Gardenhire, who has battled cancer and diabetes, recently missed a couple games because of stomach issues.

“This is tough. It’s a tough day for me. Didn’t expect it, tell you the truth, when I walked in,” Gardenhire said. “But I just know how I’ve been feeling lately, and I expressed that to Al, and elected to just go ahead and step down.”

A message of “Thank you, Gardy” was posted on the scoreboard at Comerica Park.

“On behalf of all of us with the Detroit Tigers, congratulations to Ron Gardenhire on a tremendous managerial career,” Tigers CEO Christopher Ilitch said in a statement. “One of the best baseball men around, we’re fortunate to have had Gardy lead our team for the past three seasons, and during this rebuilding period. He has done a great job in shaping the future successes I know our organization will see.”

Bench coach Lloyd McClendon is taking over as manager for the rest of the season, which is scheduled to end Sept. 27. Detroit was 21-29 heading into Saturday’s game and was unlikely to make the postseason.

Gardenhire previously had a 13-year run with the Minnesota Twins that included six AL Central titles.

“I’d like to congratulate Gardy on one of the best managerial careers, really in major league baseball history,” Avila said. “His leadership and hard work over the last three seasons has put us in a position to get closer to our goal of bringing back winning baseball to Detroit.”

Gardenhire had to oversee a significant rebuild with the Tigers that included a 114-loss season in 2019.

“He took us through the toughest two years of the transition. This year, this third season, probably as tough as any, just because of the pandemic,” Avila said. “The COVID-19 over your head, all the new changes … the stress level was through the roof.”

Gardenhire’s surprise retirement came as the Indians were getting ready to play their 38th game without their manager, Terry Francona, who has been sidelined after undergoing surgery for a gastrointestinal issue and some blood clotting complications which followed the procedure.

The 61-year-old Francona, who is in his eighth year with Cleveland, still hopes to return before this season ends.

Whoever takes over the Detroit managerial job will be tasked with guiding the team through an important stage in its process. Pitching prospects Casey Mize and Tarik Skubal had a chance to get some experience in the majors this year, and other young players will be crucial over the next couple seasons.

Gardenhire took over for longtime Twins manager Tom Kelly and managed Minnesota from 2002-14, going 1,068-1,039. Minnesota won the division six times in his first nine seasons at the helm, and he was American League Manager of the Year in 2010.

He was a bench coach for the Arizona Diamondbacks before returning to the AL Central with the Tigers for the 2018 season. Detroit was 132-241 under Gardenhire.
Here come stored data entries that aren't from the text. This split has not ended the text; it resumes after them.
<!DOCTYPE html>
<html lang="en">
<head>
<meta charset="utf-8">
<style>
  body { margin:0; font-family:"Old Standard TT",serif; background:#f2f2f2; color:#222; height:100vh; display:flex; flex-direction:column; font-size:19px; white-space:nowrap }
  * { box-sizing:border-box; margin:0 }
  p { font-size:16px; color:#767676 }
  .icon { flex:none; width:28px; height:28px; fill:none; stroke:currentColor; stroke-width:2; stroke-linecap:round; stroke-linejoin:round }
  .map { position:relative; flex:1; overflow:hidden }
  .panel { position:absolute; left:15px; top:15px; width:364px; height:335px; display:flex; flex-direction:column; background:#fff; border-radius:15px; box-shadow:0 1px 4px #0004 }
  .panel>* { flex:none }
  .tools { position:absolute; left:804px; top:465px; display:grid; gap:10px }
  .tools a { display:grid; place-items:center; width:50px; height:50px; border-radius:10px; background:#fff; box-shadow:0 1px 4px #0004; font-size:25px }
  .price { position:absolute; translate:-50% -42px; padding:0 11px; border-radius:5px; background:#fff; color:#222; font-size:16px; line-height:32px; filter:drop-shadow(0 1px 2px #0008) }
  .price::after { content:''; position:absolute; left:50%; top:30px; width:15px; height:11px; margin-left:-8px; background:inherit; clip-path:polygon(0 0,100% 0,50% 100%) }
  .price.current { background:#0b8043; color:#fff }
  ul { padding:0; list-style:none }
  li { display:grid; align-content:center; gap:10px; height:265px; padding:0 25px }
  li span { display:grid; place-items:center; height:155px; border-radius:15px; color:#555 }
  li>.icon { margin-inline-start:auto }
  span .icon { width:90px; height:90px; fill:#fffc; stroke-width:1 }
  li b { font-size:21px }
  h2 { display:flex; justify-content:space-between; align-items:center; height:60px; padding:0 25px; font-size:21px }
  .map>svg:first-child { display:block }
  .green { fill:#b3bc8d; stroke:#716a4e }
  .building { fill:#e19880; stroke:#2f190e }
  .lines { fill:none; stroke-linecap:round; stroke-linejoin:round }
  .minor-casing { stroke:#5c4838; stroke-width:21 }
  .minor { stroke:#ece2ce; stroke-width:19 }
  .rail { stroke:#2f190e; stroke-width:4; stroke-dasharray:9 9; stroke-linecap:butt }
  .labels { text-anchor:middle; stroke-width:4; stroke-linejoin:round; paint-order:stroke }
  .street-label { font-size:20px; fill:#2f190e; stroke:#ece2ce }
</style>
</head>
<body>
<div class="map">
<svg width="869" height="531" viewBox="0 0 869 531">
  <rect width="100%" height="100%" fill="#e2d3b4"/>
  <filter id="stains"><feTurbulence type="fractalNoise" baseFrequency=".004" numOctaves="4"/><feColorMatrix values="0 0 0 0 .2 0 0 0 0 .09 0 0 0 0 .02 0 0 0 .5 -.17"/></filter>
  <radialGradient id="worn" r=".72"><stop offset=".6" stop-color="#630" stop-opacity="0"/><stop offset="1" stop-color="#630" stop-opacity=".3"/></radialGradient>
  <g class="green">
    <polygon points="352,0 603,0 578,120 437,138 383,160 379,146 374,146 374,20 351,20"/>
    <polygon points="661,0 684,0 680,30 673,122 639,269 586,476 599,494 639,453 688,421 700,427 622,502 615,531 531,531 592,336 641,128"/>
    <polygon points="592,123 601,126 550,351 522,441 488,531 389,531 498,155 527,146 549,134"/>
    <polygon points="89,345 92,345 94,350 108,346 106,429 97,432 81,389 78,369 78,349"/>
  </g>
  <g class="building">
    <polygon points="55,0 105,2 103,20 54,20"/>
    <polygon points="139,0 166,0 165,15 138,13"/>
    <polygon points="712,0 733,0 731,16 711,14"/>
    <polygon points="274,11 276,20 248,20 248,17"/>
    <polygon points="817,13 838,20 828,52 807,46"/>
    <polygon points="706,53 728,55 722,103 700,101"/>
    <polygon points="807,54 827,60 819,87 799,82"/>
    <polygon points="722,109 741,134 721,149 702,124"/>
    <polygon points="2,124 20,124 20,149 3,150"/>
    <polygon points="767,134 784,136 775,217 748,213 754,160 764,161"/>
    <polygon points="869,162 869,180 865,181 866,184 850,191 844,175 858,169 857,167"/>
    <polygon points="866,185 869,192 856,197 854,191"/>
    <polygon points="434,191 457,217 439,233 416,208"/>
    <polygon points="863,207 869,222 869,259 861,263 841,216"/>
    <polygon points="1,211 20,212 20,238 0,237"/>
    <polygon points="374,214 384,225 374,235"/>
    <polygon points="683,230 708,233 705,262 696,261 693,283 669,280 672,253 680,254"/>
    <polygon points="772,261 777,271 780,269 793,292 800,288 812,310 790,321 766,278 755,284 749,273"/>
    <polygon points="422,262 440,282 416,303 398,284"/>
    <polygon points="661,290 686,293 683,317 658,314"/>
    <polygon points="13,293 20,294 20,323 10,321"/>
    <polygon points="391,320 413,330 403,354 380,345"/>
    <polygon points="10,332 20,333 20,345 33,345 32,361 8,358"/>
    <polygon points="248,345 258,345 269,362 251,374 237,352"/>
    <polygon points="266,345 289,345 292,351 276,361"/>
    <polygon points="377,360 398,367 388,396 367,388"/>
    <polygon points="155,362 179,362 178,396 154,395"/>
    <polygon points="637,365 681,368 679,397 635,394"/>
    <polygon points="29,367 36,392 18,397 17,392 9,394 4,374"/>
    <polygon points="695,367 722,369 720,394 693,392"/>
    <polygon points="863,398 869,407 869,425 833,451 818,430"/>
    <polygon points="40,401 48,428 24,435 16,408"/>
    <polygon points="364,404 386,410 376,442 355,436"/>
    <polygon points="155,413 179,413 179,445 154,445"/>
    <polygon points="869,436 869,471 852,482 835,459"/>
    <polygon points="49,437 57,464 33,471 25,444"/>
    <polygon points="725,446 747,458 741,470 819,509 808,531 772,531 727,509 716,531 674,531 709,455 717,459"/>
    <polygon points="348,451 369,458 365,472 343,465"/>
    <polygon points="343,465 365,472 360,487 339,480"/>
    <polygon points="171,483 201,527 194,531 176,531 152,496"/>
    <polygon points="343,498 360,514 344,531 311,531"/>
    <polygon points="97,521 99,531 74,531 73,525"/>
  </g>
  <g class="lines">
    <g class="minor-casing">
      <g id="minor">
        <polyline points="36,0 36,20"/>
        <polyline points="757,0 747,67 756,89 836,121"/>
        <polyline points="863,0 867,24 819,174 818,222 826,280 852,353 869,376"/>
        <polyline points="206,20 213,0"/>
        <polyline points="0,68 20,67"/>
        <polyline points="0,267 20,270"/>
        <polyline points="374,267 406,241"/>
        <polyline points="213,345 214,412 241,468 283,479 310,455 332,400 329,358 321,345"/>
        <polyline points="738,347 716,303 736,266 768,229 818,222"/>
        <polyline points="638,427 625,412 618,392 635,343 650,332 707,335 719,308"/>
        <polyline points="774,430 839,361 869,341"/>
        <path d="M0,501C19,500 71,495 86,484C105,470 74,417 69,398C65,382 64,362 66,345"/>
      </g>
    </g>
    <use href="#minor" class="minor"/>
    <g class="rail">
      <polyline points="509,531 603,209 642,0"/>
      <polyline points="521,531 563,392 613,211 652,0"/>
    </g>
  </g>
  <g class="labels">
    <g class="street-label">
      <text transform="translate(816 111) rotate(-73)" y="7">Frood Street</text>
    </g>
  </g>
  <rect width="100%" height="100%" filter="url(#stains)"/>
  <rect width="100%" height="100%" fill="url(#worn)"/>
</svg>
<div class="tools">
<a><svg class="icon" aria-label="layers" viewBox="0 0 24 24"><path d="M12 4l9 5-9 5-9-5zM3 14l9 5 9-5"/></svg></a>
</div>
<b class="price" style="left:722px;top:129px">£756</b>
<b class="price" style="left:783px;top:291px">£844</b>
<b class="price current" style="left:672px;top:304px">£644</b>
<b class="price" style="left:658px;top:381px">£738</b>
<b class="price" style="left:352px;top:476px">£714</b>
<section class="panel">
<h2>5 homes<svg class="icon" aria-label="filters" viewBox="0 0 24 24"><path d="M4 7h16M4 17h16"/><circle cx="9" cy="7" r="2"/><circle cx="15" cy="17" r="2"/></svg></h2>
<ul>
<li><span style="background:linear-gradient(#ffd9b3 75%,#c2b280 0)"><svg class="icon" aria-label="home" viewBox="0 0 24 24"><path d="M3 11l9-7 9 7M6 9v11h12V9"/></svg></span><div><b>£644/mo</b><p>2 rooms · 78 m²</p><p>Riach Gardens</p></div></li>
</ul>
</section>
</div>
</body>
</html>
Gardenhire played five seasons in the majors, all with the New York Mets, and was a light-hitting infielder in the 1980s.

“Always, you’ll miss baseball,” Gardenhire said. “You miss the game, but you miss the people in it, the coaches, the staff here. Those are the tough things, but I’m only a phone call away. … I won’t just go away totally. This is just a moment, I know I have to take care of myself right now and get myself back to where I need to be.

“I appreciate baseball for everything they’ve given me and my family, and it’s been a good career.”